Task statement: Filter these entries, keeping only lines that hold the word "roads".
*** Data for this exercise ***
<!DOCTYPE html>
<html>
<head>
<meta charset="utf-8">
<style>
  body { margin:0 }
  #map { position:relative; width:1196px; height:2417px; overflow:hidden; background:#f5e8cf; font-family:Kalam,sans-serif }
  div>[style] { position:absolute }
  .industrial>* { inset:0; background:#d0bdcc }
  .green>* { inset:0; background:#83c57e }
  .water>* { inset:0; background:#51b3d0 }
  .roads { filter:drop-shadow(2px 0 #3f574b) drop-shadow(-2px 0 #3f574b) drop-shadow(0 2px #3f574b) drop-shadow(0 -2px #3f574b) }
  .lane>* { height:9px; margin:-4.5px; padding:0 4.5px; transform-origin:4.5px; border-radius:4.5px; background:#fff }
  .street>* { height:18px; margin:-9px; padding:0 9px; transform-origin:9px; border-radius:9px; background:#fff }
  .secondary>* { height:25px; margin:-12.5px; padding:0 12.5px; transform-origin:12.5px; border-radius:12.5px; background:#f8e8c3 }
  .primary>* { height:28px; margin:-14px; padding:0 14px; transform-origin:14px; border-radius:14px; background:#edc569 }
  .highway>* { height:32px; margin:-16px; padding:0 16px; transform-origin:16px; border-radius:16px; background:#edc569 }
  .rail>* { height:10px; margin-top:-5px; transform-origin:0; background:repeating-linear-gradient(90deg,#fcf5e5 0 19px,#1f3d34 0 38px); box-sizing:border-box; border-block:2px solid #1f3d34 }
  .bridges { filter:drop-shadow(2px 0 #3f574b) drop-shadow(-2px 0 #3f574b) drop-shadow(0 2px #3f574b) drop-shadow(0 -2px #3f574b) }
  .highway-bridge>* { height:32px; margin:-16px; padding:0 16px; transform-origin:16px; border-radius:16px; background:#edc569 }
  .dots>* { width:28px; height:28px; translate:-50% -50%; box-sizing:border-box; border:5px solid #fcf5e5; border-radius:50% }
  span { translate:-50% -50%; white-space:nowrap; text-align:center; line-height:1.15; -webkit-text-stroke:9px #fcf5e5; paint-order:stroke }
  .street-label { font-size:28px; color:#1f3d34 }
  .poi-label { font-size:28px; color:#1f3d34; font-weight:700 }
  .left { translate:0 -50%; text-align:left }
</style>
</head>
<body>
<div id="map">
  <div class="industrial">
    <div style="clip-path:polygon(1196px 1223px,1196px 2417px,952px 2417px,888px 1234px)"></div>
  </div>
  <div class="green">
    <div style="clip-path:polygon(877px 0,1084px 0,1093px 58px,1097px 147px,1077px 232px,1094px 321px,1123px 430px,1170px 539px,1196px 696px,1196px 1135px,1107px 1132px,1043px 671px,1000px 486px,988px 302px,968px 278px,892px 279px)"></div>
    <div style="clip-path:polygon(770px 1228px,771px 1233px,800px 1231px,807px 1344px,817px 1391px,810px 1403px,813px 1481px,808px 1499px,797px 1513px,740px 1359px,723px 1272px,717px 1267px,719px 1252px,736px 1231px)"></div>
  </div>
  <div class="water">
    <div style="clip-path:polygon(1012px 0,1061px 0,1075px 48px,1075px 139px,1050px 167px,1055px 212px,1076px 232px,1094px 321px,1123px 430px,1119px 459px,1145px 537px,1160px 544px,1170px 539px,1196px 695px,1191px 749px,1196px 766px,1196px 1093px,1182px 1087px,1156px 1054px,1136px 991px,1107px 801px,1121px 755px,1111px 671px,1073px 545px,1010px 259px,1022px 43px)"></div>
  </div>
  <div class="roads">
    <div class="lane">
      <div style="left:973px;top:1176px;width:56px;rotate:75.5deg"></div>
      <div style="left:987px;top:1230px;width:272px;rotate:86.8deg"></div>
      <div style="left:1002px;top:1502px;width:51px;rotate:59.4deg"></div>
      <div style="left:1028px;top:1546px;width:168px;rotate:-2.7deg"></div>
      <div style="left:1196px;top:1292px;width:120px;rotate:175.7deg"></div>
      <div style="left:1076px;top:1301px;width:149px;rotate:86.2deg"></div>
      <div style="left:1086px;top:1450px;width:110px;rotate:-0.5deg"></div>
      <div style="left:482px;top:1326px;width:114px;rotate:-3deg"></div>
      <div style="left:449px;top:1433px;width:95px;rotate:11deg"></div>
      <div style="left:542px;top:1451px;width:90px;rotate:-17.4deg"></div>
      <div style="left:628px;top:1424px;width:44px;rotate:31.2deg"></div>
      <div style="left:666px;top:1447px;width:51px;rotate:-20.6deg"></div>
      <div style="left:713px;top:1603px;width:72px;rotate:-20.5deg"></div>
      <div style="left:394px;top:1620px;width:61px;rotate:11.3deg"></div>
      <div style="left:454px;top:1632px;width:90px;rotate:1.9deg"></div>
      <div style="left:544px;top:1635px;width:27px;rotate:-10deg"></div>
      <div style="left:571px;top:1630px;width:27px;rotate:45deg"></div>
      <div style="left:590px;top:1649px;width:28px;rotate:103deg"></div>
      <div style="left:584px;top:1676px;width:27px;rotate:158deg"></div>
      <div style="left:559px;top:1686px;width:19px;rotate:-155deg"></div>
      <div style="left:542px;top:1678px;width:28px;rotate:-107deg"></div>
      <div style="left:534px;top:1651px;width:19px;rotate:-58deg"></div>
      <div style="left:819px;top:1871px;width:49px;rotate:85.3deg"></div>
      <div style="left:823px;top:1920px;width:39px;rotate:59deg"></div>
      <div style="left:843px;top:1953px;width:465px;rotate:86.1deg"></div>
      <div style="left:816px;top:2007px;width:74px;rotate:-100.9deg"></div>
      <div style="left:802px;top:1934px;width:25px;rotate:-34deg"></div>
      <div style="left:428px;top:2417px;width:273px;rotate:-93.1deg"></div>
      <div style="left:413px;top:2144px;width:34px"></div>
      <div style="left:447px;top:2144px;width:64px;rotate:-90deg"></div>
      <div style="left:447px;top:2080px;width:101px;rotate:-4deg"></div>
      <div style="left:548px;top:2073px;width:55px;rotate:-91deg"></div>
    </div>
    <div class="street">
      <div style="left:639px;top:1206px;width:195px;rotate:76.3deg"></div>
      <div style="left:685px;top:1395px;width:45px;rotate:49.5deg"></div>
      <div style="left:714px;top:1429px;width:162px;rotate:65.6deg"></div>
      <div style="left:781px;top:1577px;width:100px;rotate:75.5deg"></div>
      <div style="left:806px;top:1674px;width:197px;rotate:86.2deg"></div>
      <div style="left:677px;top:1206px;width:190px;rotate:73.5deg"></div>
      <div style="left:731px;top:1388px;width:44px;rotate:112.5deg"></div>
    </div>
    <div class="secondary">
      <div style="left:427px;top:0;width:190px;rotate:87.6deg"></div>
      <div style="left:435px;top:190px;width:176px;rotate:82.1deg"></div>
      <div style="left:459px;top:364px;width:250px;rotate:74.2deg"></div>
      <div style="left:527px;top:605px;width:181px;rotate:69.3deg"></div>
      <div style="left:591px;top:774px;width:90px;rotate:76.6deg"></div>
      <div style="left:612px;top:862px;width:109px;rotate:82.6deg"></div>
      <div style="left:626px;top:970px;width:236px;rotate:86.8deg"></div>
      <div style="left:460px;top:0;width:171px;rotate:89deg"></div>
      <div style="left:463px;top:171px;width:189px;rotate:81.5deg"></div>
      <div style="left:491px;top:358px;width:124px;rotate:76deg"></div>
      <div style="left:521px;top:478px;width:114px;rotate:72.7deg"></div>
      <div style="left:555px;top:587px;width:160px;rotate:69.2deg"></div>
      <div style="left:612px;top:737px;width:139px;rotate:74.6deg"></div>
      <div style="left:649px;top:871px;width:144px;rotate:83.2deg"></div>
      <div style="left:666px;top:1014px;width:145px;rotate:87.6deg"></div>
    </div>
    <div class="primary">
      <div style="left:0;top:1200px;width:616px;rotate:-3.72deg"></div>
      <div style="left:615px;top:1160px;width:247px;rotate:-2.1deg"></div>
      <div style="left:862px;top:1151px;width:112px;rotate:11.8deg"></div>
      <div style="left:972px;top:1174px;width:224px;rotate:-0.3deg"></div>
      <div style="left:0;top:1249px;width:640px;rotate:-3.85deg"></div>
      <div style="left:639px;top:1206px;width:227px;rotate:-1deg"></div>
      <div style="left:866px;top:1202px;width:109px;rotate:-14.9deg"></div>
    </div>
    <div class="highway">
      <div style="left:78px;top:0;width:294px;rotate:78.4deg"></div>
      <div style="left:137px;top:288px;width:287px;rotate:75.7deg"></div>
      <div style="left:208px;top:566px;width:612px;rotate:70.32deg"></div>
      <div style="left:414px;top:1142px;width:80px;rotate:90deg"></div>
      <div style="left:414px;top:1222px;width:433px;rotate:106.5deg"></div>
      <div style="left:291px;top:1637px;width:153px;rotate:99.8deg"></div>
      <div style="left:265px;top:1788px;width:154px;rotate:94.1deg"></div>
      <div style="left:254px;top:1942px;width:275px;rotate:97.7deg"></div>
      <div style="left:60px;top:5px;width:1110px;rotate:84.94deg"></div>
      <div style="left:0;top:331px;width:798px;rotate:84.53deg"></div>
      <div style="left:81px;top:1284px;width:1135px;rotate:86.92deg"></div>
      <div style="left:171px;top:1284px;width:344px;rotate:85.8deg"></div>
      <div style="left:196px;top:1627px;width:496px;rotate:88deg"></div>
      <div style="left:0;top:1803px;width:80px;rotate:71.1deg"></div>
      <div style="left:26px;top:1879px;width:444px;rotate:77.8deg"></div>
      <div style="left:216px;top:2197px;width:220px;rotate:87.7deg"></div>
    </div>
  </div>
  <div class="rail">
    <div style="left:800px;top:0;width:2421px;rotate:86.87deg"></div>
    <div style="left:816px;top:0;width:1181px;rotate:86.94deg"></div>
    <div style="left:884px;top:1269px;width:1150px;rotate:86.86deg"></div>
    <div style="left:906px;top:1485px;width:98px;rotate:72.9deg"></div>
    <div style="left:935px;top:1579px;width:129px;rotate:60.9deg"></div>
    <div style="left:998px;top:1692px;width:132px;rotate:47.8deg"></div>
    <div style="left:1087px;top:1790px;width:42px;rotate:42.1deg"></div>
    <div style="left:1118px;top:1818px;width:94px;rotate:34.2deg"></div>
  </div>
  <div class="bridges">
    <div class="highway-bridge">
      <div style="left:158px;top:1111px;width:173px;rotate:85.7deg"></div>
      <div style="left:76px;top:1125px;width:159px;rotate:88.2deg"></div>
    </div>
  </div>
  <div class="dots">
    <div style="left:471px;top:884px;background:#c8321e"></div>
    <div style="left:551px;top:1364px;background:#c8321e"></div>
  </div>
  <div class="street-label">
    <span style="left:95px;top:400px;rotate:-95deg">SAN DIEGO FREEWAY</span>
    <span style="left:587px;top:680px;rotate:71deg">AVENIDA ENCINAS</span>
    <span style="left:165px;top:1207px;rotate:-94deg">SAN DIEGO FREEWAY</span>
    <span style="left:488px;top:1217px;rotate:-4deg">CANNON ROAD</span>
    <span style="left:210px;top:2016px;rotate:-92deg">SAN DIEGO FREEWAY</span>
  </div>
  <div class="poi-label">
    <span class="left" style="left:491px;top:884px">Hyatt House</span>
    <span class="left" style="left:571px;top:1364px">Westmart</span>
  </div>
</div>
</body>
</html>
***
Solution for this problem:
  .roads { filter:drop-shadow(2px 0 #3f574b) drop-shadow(-2px 0 #3f574b) drop-shadow(0 2px #3f574b) drop-shadow(0 -2px #3f574b) }
  <div class="roads">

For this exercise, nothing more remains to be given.